Wednesday, October 22, 2014: 11:15 AM

Nadia Ahmad, PhD and Richard Holloway, PhD, Medical College of Wisconsin, Milwaukee, WI

The purpose of this study was to pilot test perspective taking instructions as a potential medical education tool to increase student empathy and reduce cognitive biases in medical decision-making. Perspective taking instructions are an established empathy induction tool in non-medical basic research contexts, in which they have been demonstrated to increase empathic emotions and decrease forms of social cognitive bias in helpers.


Perspective taking instructions were adapted for a clinician-patient encounter to be piloted via web-based software. The procedure was pretested on a sample of physicians and refined in response to their feedback.

Eighteen fourth year medical students participated in the pilot test.  Each was randomly assigned to receive imagine-self (n = 7), imagine-other (n = 4), or objective (n = 7) perspective instructions.  The students then read a patient case of a middle-aged female patient who described ongoing symptoms of chronic pain and fatigue. Dependent measures included students’ empathic feelings for the patient, and the degrees to which students believed the patient’s condition to be attributable to (a) psychological and (b) physiological causes.

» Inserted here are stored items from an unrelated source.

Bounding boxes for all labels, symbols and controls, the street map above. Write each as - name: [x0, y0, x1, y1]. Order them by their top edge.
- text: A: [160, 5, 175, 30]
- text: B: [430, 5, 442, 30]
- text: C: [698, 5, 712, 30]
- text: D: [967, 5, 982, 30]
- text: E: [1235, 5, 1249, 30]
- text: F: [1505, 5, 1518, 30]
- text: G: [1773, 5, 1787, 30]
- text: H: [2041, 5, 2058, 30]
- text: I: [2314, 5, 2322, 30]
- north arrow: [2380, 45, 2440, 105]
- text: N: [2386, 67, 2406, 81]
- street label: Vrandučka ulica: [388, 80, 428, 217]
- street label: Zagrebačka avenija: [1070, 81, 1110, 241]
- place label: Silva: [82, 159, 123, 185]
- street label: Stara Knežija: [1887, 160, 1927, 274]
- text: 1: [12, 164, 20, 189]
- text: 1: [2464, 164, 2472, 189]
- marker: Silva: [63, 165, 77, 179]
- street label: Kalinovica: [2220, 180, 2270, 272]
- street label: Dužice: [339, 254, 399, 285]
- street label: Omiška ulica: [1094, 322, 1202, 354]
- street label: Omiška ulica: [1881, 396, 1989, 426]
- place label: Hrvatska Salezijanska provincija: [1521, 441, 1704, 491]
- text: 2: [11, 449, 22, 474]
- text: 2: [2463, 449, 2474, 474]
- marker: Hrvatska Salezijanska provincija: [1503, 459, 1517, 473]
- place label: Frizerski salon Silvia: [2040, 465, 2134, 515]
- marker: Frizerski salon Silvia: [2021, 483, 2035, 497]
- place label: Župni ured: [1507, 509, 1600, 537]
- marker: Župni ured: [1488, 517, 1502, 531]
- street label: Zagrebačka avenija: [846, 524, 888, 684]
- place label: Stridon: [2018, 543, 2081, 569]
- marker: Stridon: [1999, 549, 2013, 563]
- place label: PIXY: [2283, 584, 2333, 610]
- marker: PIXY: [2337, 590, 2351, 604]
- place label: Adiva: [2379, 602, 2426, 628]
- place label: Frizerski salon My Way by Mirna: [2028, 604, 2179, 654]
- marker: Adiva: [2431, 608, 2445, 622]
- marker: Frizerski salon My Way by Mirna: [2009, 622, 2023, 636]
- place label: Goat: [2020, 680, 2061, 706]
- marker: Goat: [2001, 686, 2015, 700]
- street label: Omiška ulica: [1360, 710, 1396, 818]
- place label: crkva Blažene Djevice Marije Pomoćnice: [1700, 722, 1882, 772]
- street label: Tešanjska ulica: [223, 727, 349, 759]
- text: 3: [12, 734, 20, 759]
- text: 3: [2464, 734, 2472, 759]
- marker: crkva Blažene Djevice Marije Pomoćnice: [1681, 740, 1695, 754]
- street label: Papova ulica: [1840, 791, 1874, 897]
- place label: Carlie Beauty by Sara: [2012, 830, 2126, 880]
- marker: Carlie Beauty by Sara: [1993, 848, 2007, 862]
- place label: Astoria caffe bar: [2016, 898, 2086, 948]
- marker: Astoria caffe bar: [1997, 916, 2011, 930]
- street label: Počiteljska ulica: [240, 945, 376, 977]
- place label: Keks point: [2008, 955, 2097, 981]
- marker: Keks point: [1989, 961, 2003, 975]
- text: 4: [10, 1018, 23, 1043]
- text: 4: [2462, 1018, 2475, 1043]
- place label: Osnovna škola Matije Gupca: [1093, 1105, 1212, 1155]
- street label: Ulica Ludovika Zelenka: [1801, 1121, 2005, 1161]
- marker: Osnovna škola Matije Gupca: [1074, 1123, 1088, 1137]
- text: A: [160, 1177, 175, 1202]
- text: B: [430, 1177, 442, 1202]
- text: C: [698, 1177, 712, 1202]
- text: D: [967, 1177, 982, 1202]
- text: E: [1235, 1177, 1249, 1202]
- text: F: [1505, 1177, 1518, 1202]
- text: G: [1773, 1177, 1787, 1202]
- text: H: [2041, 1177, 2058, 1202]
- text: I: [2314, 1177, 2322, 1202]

Students were also assessed for trait empathy levels.


One-way analysis of variance with planned contrast coefficients replicated prior findings that the imagine-other perspective led to greater levels of empathic concern for the patient than the imagine-self, t(16) = 1.95, p = .03.  In addition, both the imagine-other perspective (b = .523, p = .007) and trait perspective taking (b = .521, p = .006) were retained as significant predictors of experienced empathic concern in a stepwise multiple regression analysis that included trait measures of empathy, F(2, 17) = 10.87, p = .001, R2 = .592, R2 = .592, adjusted R2 = .54. 

Also consistent with prior research, students assigned to perspective take (either imagine-self or imagine-other) placed greater weight on physiological relative to psychological factors as causes of the patient’s complaint, t(16) = 2.36, p =.03, 95% CI [.21, 3.90], compared to objective students.  


These initial data support the translational potential of perspective taking instructions for medical education curricula to help students maintain empathic functioning in clinical contexts, and to minimize cognitive biases that could detract from medical decision making.